INSTRUCTIONS FOR THE TASK:
Keep every line in which "evenodd" occurs and drop the rest of the data.

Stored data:
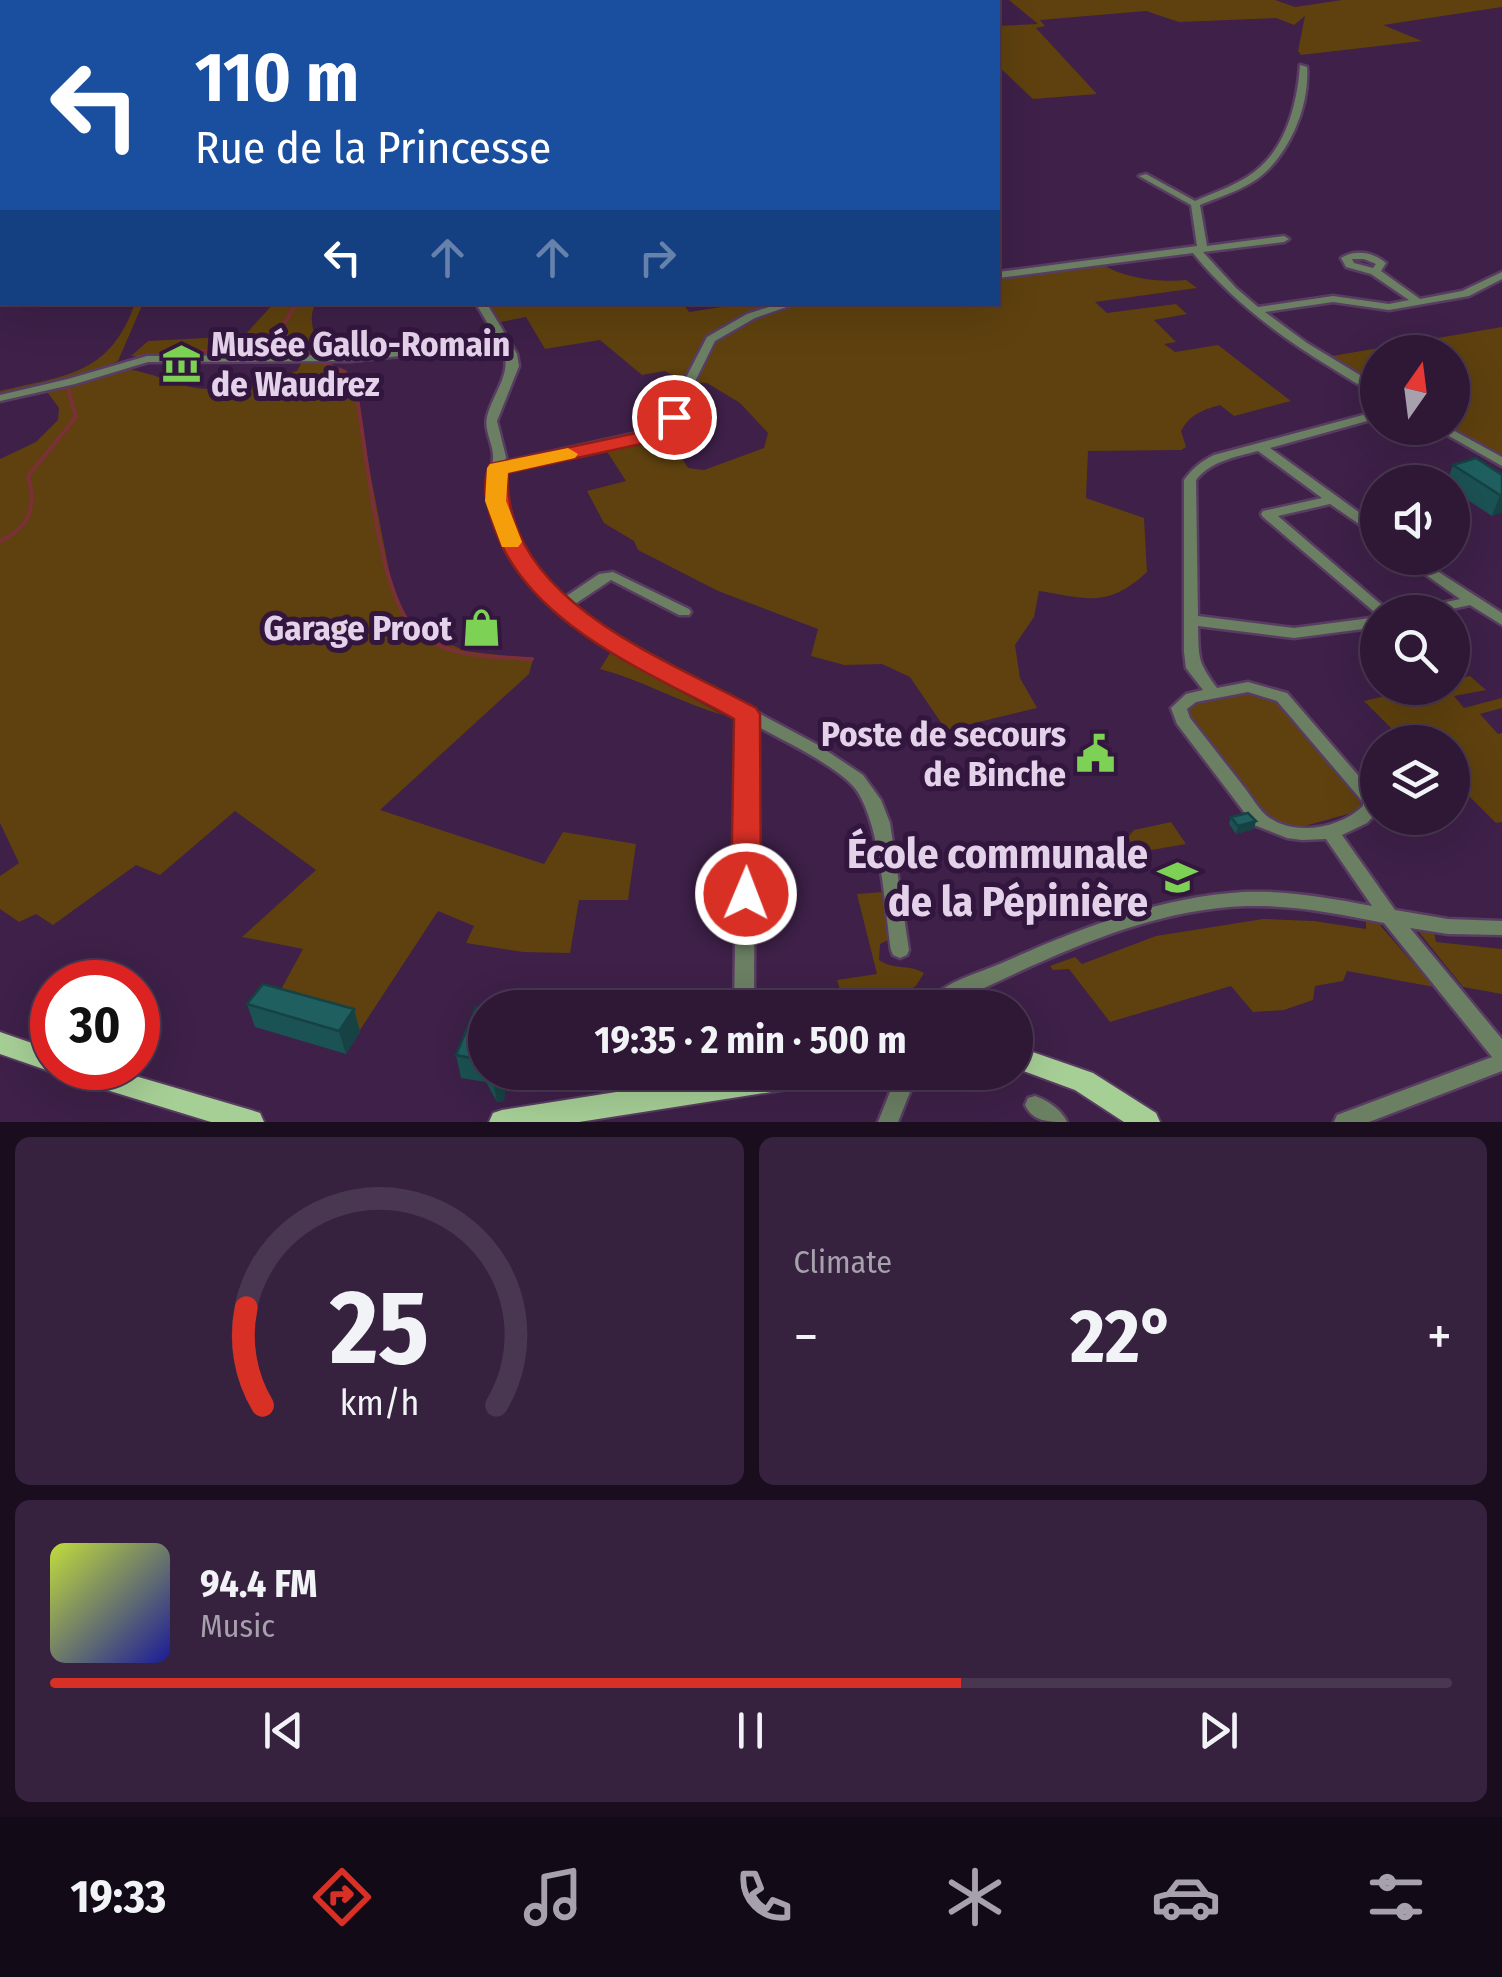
<!DOCTYPE html>
<html lang="en">
<head>
<meta charset="utf-8">
<style>
	body { margin:0; font-family:"Fira Sans Condensed",sans-serif; background:#36213e; color:#f1f3f6; height:100vh; display:flex; flex-direction:column; font-size:38px; white-space:nowrap }
	* { box-sizing:border-box; margin:0 }
	p { font-size:32px; color:#a7a0ad }
	.icon { flex:none; width:55px; height:55px; fill:none; stroke:currentColor; stroke-width:2; stroke-linecap:round; stroke-linejoin:round }
	.map { position:relative; height:1122px; overflow:hidden }
	.sheet { display:flex; flex-direction:column; gap:15px; padding:15px; background:#190d1e; flex:1 }
	.sheet>* { flex:none }
	.banner { position:absolute; left:0px; top:0px; width:1000px; height:305px; box-shadow:0 10px 40px #0002,0 0 0 2px #493751; background:#1a4fa0; color:#fff; overflow:hidden }
	.needle { width:65px; rotate:14deg }
	.buttons { position:absolute; left:1360px; top:335px; display:grid; gap:20px }
	.buttons a { display:grid; place-items:center; width:110px; height:110px; border-radius:50%; background:#2e1836; box-shadow:0 10px 40px #0002,0 0 0 2px #493751; font-size:50px }
	.speed { position:absolute; left:30px; top:960px; display:flex; gap:20px; font-size:50px; font-weight:700; text-align:center }
	.speed>* { display:grid; place-content:center; width:130px; height:130px; border-radius:50%; background:#2e1836; box-shadow:0 10px 40px #0002,0 0 0 2px #493751; line-height:1 }
	.speed .limit { border:15px solid #d22; background:#fff; color:#111 }
	.pin { position:absolute; display:grid; place-items:center; width:85px; height:85px; color:#fff; margin:-42px; border:5px solid #fff; border-radius:50%; box-shadow:0 2px 10px #0007 }
	.me { position:absolute; width:110px; margin:-55px; rotate:1deg; stroke-linejoin:round; filter:drop-shadow(0 0 8px #0008) }
	.turn { display:flex; align-items:center; gap:35px; height:210px; padding:0 30px; font-size:45px }
	.turn .icon { width:130px; height:130px; stroke-width:2.5 }
	.turn b { display:block; font-size:70px; line-height:85px }
	.lanes { display:flex; align-items:center; height:95px; padding:0 30px; background:#0003; justify-content:center; gap:50px; direction:ltr }
	.lanes .off { opacity:.35 }
	.big { font-size:75px; font-weight:700; line-height:1.1 }
	.sheet .widget { flex:1; display:flex; flex-direction:column; justify-content:center; gap:15px; min-width:0; padding:0 35px; border-radius:15px; background:#36213e }
	.sheet .dial { align-items:center; gap:0 }
	.dial svg { height:260px; overflow:visible; fill:none; stroke:#493751; stroke-width:7; stroke-linecap:round; text-anchor:middle }
	.dial text { fill:#f1f3f6; stroke:none }
	.song { display:flex; align-items:center; gap:30px }
	.cover { width:120px; height:120px; border-radius:15px; background:linear-gradient(135deg,hsl(70 70% 55%),hsl(240 70% 35%)) }
	.played { height:10px; border-radius:5px; background:linear-gradient(90deg,#d93025 65%,#493751 65%) }
	.keys { display:flex; justify-content:space-around; direction:ltr }
	.heat { display:flex; justify-content:space-between; align-items:center; font-size:55px; direction:ltr }
	.sheet .tiles { flex:1; display:grid; gap:15px; grid-template-columns:1fr 1fr }
	.widget:last-child { grid-column:span 2 }
	.trip { position:absolute; left:468px; top:990px; width:565px; height:100px; border-radius:50px; background:#2e1836; box-shadow:0 10px 40px #0002,0 0 0 2px #493751; font-weight:700; line-height:100px; text-align:center }
	.tabs { display:flex; height:160px; justify-content:space-around; align-items:center; background:#120a16; color:#a7a0ad }
	.tabs .icon { width:70px; height:70px }
	.tabs .selected { color:#d93025 }
	.tabs b { font-size:45px; color:#f1f3f6 }
	.map>svg:first-child { display:block }
</style>
</head>
<body>
<div class="map">
<svg width="1502" height="1122" viewBox="0 0 1502 1122">
	<rect width="100%" height="100%" fill="#3e2048"/>
	<path fill="#5e410e" d="M1009 0H1275L1295 7 1342 0H1502V7L1383 25 1422 41 1301 55 1298 51 1305 16 1294 25 1276 18 1179 22 1146 11 1040 20 1045 26 1036 28 1097 94 1033 99 998 66V26L1038 24Z
		M1101 263C1120 278 1162 283 1186 280L1197 288 1095 302 1107 313 1176 304 1187 314 1154 320 1176 342 1164 344 1175 352 1218 345 1291 401 1234 416 1220 405C1203 410 1190 414 1181 431L1186 447 1181 450 1088 451 1086 498 1144 518 1147 572C1108 608 1088 599 1039 591L1034 617 1015 645 1020 678 1037 708 946 730 910 677 882 664 844 665 811 656 818 629 718 591 638 550 634 541 604 523 587 491 626 481 604 447 658 436 679 454 688 468 704 470 764 448 768 433 740 403 707 383 686 382 665 371 642 375 600 340 545 349 526 317 496 323 486 303 682 302 689 312 748 303H786C756 311 730 321 705 339L708 345C739 325 767 310 804 303L998 302V276Z
		M135 303H143L118 361 90 373 0 395V391C67 375 110 375 135 303Z
		M274 303H316C306 320 316 338 323 355L131 356 148 341 244 336Z
		M1502 327V459L1446 428H1452V352H1378L1377 388 1326 357Z
		M303 360C323 361 342 366 353 384L390 576 402 612 418 629 465 651 533 659 529 674 380 810 544 864 563 832 636 844 628 900H579L570 953 523 952 466 943 474 926 438 911 360 1030 272 1006 303 949 242 937 316 870 235 811 160 875 136 865 53 925 36 914 19 922 0 909V876L19 863 0 823V459L36 442 58 420 59 408 48 393 0 402V398C35 389 83 371 117 369 150 368 179 390 211 389V395L297 371Z
		M610 653 723 715C680 703 643 680 600 669Z
		M1470 676 1486 690 1454 696 1464 708 1502 698V708L1480 714 1498 734 1502 733V822L1496 823 1453 780 1452 742H1405L1364 701 1420 688H1452L1453 680Z
		M1246 691 1271 698 1284 709 1356 791 1361 806 1355 812 1294 829 1265 815 1187 713 1190 705Z
		M1171 822 1186 844 1140 852 1139 857 1128 837 1134 830Z
		M883 892 894 937 880 944 879 960C893 970 909 964 924 973L916 986 905 992 911 1008 845 1007 837 980 877 974 857 894Z
		M1263 919 1314 921 1366 929V920L1379 924 1434 987 1347 971 1343 981 1315 986 1313 1000 1284 1010 1253 1012 1231 986 1110 1022 1069 969 1053 970 1050 966 1075 957 1082 964 1156 936Z
		M1418 931 1434 932 1436 942 1502 949V994L1463 987Z"/>
	<g fill="none" stroke-linecap="round" stroke-linejoin="round">
		<path stroke="#7b3037" stroke-width="4" d="M297 302 277 336 283 345 308 356
			M137 357 227 349 277 332
			M317 360 345 372 354 382C366 439 376 590 414 629 443 658 495 657 532 659
			M0 541C30 528 37 506 28 476L76 417 67 385"/>
		<defs>
			<path id="minor" d="M1300 65 1307 67C1310 106 1289 156 1257 179 1240 191 1219 197 1200 205L1207 246 1284 236 1289 239 1284 242 1203 252 1236 288 1258 307 1333 296 1389 304 1409 300 1371 274 1346 267 1341 258C1355 249 1373 252 1386 263L1381 271 1420 299 1462 291 1502 272V279L1469 296 1389 310 1333 302 1265 312 1307 343 1378 386V394C1361 387 1346 377 1330 367 1279 336 1231 300 1193 253L998 278V272L1197 246 1191 205 1139 176 1146 174 1195 201C1213 193 1231 187 1247 177 1285 154 1297 106 1300 65ZM1352 259H1364L1376 264 1373 268 1354 263Z
				M475 302H486L517 354 519 366 497 421 506 457 505 462 660 428 707 337 747 314 784 302H801L755 318 715 341 669 434 504 470C495 520 529 561 559 597L562 599 599 574 613 572 689 609 691 612 689 615H679L611 580 572 606 620 639 818 745 863 775 881 800 890 823 909 950 907 955 900 958 893 955 891 950C885 908 880 816 853 786 833 764 782 740 755 725L754 1008H734L739 716 610 645 557 609C525 585 493 532 489 492 488 479 494 467 493 454 492 442 484 429 487 417 493 392 515 371 501 346L350 361 148 362 75 384 0 401V395L68 379 147 356 350 355 497 339Z
				M1378 411V418L1270 448 1378 526V537L1330 504 1278 516 1390 612H1378V615L1263 517 1261 514 1263 511 1322 498 1258 451C1235 457 1211 461 1196 480L1198 616 1294 628 1378 617V627L1294 638 1198 626C1199 658 1197 661 1217 688L1248 682 1287 693 1377 797V812L1367 823 1342 835 1395 910 1448 919 1502 921V935L1448 934 1410 928 1502 1039V1071L1369 1122H1334L1337 1115 1492 1057 1384 923C1339 914 1294 905 1247 906 1145 909 1049 958 958 1000L948 1008H923C938 983 977 974 1002 963 1078 929 1159 897 1243 892 1286 890 1330 898 1372 906L1326 839 1302 840 1287 838 1254 825 1177 724 1171 708 1186 694 1203 690 1186 668 1184 652V480C1193 468 1200 462 1214 455ZM1248 692 1277 701 1363 802V806C1340 828 1296 837 1268 817 1259 810 1251 796 1244 787 1226 764 1208 741 1190 718L1187 709 1196 702Z
				M1435 428H1449L1502 457V466Z
				M1402 558H1417L1502 613V625L1470 605 1438 612H1413L1415 609 1460 599Z
				M898 1072H918L898 1122H878Z
				M1035 1096C1047 1100 1062 1110 1067 1122 1049 1122 1033 1122 1025 1105L1028 1098Z"/>
			<path id="major" d="M0 1032 52 1050V1068H108L251 1110 260 1113 264 1122H211L71 1079 62 1076 59 1070 52 1072 0 1054Z
				M1015 1046 1093 1073 1156 1113 1160 1122H1124L1075 1090 1015 1068Z
				M744 1072H835L831 1080 822 1084 579 1122H489L493 1113 502 1110Z"/>
		</defs>
		<use href="#minor" stroke="#593c62" stroke-width="5"/>
		<use href="#major" stroke="#593c62" stroke-width="4"/>
		<use href="#minor" fill="#6b7f63" fill-rule="evenodd"/>
		<use href="#major" fill="#a6cf96" fill-rule="evenodd"/>
	</g>
	<path fill="#1b5253" d="M1453 465 1502 475V512L1492 516 1452 490V482H1447Z
		M1231 817 1254 829 1236 834 1229 824Z
		M247 1004 354 1009 360 1032 346 1054 255 1027Z
		M485 1009V1072H509L506 1080 504 1101 497 1102 486 1082 461 1078 456 1055Z"/>
	<path fill="#164243" d="M1502 494V512L1492 516 1500 495Z
		M1256 821 1254 829 1236 834 1238 826Z
		M354 1009 360 1032 346 1054 339 1031Z
		M500 1072H509L506 1080 504 1101 497 1102 493 1080Z"/>
	<path fill="#1f5f60" stroke="#164243" stroke-width="2.5" d="M1476 458 1502 475V494L1500 495 1453 465Z
		M1248 813 1256 821 1238 826 1231 817Z
		M263 984 354 1009 339 1031 247 1004Z
		M476 1007 485 1009V1065L482 1060 456 1055Z
		M489 1072H500V1078L493 1080Z"/>
	<path fill="#d93025" stroke="#8d1f18" stroke-width="2.5" d="M674 411 684 417 674 434 664 439 508 473C502 599 663 658 756 708L760 714 761 894 756 902 746 905 735 902 731 894 734 719C648 671 526 625 493 524 486 504 481 483 490 464L650 430Z"/>
	<path fill="#f59e0b" d="M568 448 578 454 575 458 508 473 506 501 522 542 518 547H502L485 501 487 468 490 464Z"/>
	<defs>
		<symbol id="museum-bare" viewBox="-9 -9 18 18"><path d="M0-6L6-3V-2H-6V-3ZM-5-1h2V3h-2ZM-1-1h2V3h-2ZM3-1h2V3H3ZM-6 4H6V6H-6Z" fill="#7dd154" stroke="#33163e" stroke-width="2.5" paint-order="stroke"/></symbol>
		<symbol id="shop-bare" viewBox="-9 -9 18 18"><path d="M-5-2.5h2.3a2.7 3.5 0 0 1 5.4 0H5L5.5 6h-11ZM-1.5-2.5h3a1.5 2.3 0 0 0-3 0Z" fill="#7dd154" stroke="#33163e" stroke-width="2.5" paint-order="stroke"/></symbol>
		<symbol id="civic-bare" viewBox="-9 -9 18 18"><path d="M-.6-6.5H3V-4.5H.6V-3L4-1V1h2V6H-6V1h2V-1L-.6-3ZM-1.2 2.5V6h2.4V2.5Z" fill="#7dd154" stroke="#33163e" stroke-width="2.5" paint-order="stroke"/></symbol>
		<symbol id="school-bare" viewBox="-9 -9 18 18"><path d="M0-5L7-2L0 1L-7-2ZM-4 1L0 2.5L4 1V4Q0 6-4 4Z" fill="#7dd154" stroke="#33163e" stroke-width="2.5" paint-order="stroke"/></symbol>
	</defs>
	<g fill-rule="evenodd">
		<use href="#museum-bare" x="154" y="336" width="55" height="55"/>
		<use href="#shop-bare" x="454" y="600" width="55" height="55"/>
		<use href="#civic-bare" x="1068" y="726" width="55" height="55"/>
		<use href="#school-bare" x="1150" y="850" width="55" height="55"/>
	</g>
	<g text-anchor="middle" stroke-width="10" stroke-linejoin="round" paint-order="stroke">
		<g font-size="35" font-weight="bold" fill="#e4d2eb" stroke="#33163e" text-anchor="end">
			<text x="211" y="356" text-anchor="start">Musée Gallo-Romain<tspan x="211" dy="40">de Waudrez</tspan></text>
			<text x="452" y="640">Garage Proot</text>
			<text x="1066" y="746">Poste de secours<tspan x="1066" dy="40">de Binche</tspan></text>
		</g>
		<g font-size="42" font-weight="bold" fill="#e4d2eb" stroke="#33163e" text-anchor="end">
			<text x="1148" y="868">École communale<tspan x="1148" dy="48">de la Pépinière</tspan></text>
		</g>
	</g>
</svg>
<div class="buttons">
<a><svg class="needle" viewBox="-14 -14 28 28"><path d="M0-13l5 13h-10z" fill="#e53935"/><path d="M0 13l5-13h-10z" fill="#a7a0ad"/></svg></a>
<a><svg class="icon" aria-label="sound" viewBox="0 0 24 24"><path d="M4 9h4l5-4v14l-5-4H4zM17 9q2 3 0 6"/></svg></a>
<a><svg class="icon" aria-label="search" viewBox="0 0 24 24"><circle cx="10" cy="10" r="6"/><path d="M15 15l6 6"/></svg></a>
<a><svg class="icon" aria-label="layers" viewBox="0 0 24 24"><path d="M12 4l9 5-9 5-9-5zM3 14l9 5 9-5"/></svg></a>
</div>
<div class="speed"><div class="limit">30</div></div>
<div class="pin" style="left:674px;top:417px;background:#d93025"><svg class="icon" aria-label="arrive" viewBox="0 0 24 24"><path d="M6 21V4h12l-3 4 3 4H6"/></svg></div>
<svg class="me" style="left:746px;top:894px" viewBox="-20 -20 40 40"><circle r="17" fill="#d93025" stroke="#fff" stroke-width="3"/><path d="M0-11L8 9 0 5-8 9z" fill="#fff"/></svg>
<div class="trip">19:35 · 2 min · 500 m</div>
<div class="banner">
<div class="turn"><svg class="icon" aria-label="left" viewBox="0 0 24 24"><path d="M17 20v-9H6M10 6l-5 5 5 5"/></svg><div><b>110 m</b>Rue de la Princesse</div></div>
<div class="lanes"><svg class="icon" aria-label="left" viewBox="0 0 24 24"><path d="M17 20v-9H6M10 6l-5 5 5 5"/></svg><svg class="icon off" aria-label="ahead" viewBox="0 0 24 24"><path d="M12 20V5M6 11l6-6 6 6"/></svg><svg class="icon off" aria-label="ahead" viewBox="0 0 24 24"><path d="M12 20V5M6 11l6-6 6 6"/></svg><svg class="icon off" aria-label="right" viewBox="0 0 24 24"><path d="M7 20v-9h11M14 6l5 5-5 5"/></svg></div>
</div>
</div>
<section class="sheet">
<div class="tiles">
<div class="widget dial"><svg viewBox="0 0 100 80">
<path d="M14 69A42 42 0 1 1 86 69"/>
<path d="M14 69A42 42 0 0 1 9 39" stroke="#d93025"/>
<text x="50" y="56" font-size="32" font-weight="700">25</text>
<text x="50" y="72" font-size="11">km/h</text>
</svg></div>
<div class="widget"><p>Climate</p>
<div class="heat"><a>−</a><b class="big">22°</b><a>+</a></div>
</div>
<div class="widget">
<div class="song"><i class="cover"></i><div><b>94.4 FM</b><p>Music</p></div></div>
<div class="played"></div>
<div class="keys"><svg class="icon" aria-label="previous" viewBox="0 0 24 24"><path d="M18 5L8 12l10 7zM5 5v14"/></svg><svg class="icon" aria-label="pause" viewBox="0 0 24 24"><path d="M8 5v14M16 5v14"/></svg><svg class="icon" aria-label="next" viewBox="0 0 24 24"><path d="M6 5l10 7-10 7zM19 5v14"/></svg></div>
</div>
</div>
</section>
<nav class="tabs">
<b>19:33</b>
<svg class="icon selected" aria-label="directions" viewBox="0 0 24 24"><path d="M12 3l9 9-9 9-9-9zM9 14v-3h6M13 9l2 2-2 2"/></svg>
<svg class="icon" aria-label="music" viewBox="0 0 24 24"><path d="M9 18V5l10-2v13"/><circle cx="6" cy="18" r="3"/><circle cx="16" cy="16" r="3"/></svg>
<svg class="icon" aria-label="phone" viewBox="0 0 24 24"><path d="M5 4h4l2 5-3 2q2 4 5 5l2-3 5 2v4C11 20 4 13 5 4z"/></svg>
<svg class="icon" aria-label="climate" viewBox="0 0 24 24"><path d="M12 3v18M4 7l16 10M4 17L20 7"/></svg>
<svg class="icon" aria-label="car" viewBox="0 0 24 24"><path d="M5 17H2v-5l4-1 3-4h7l3 4 3 1v5h-3M9 17h6M6 11h13"/><circle cx="7" cy="17" r="2"/><circle cx="17" cy="17" r="2"/></svg>
<svg class="icon" aria-label="filters" viewBox="0 0 24 24"><path d="M4 7h16M4 17h16"/><circle cx="9" cy="7" r="2"/><circle cx="15" cy="17" r="2"/></svg>
</nav>
</body>
</html>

ANSWER SPACE:
		<use href="#minor" fill="#6b7f63" fill-rule="evenodd"/>
		<use href="#major" fill="#a6cf96" fill-rule="evenodd"/>
	<g fill-rule="evenodd">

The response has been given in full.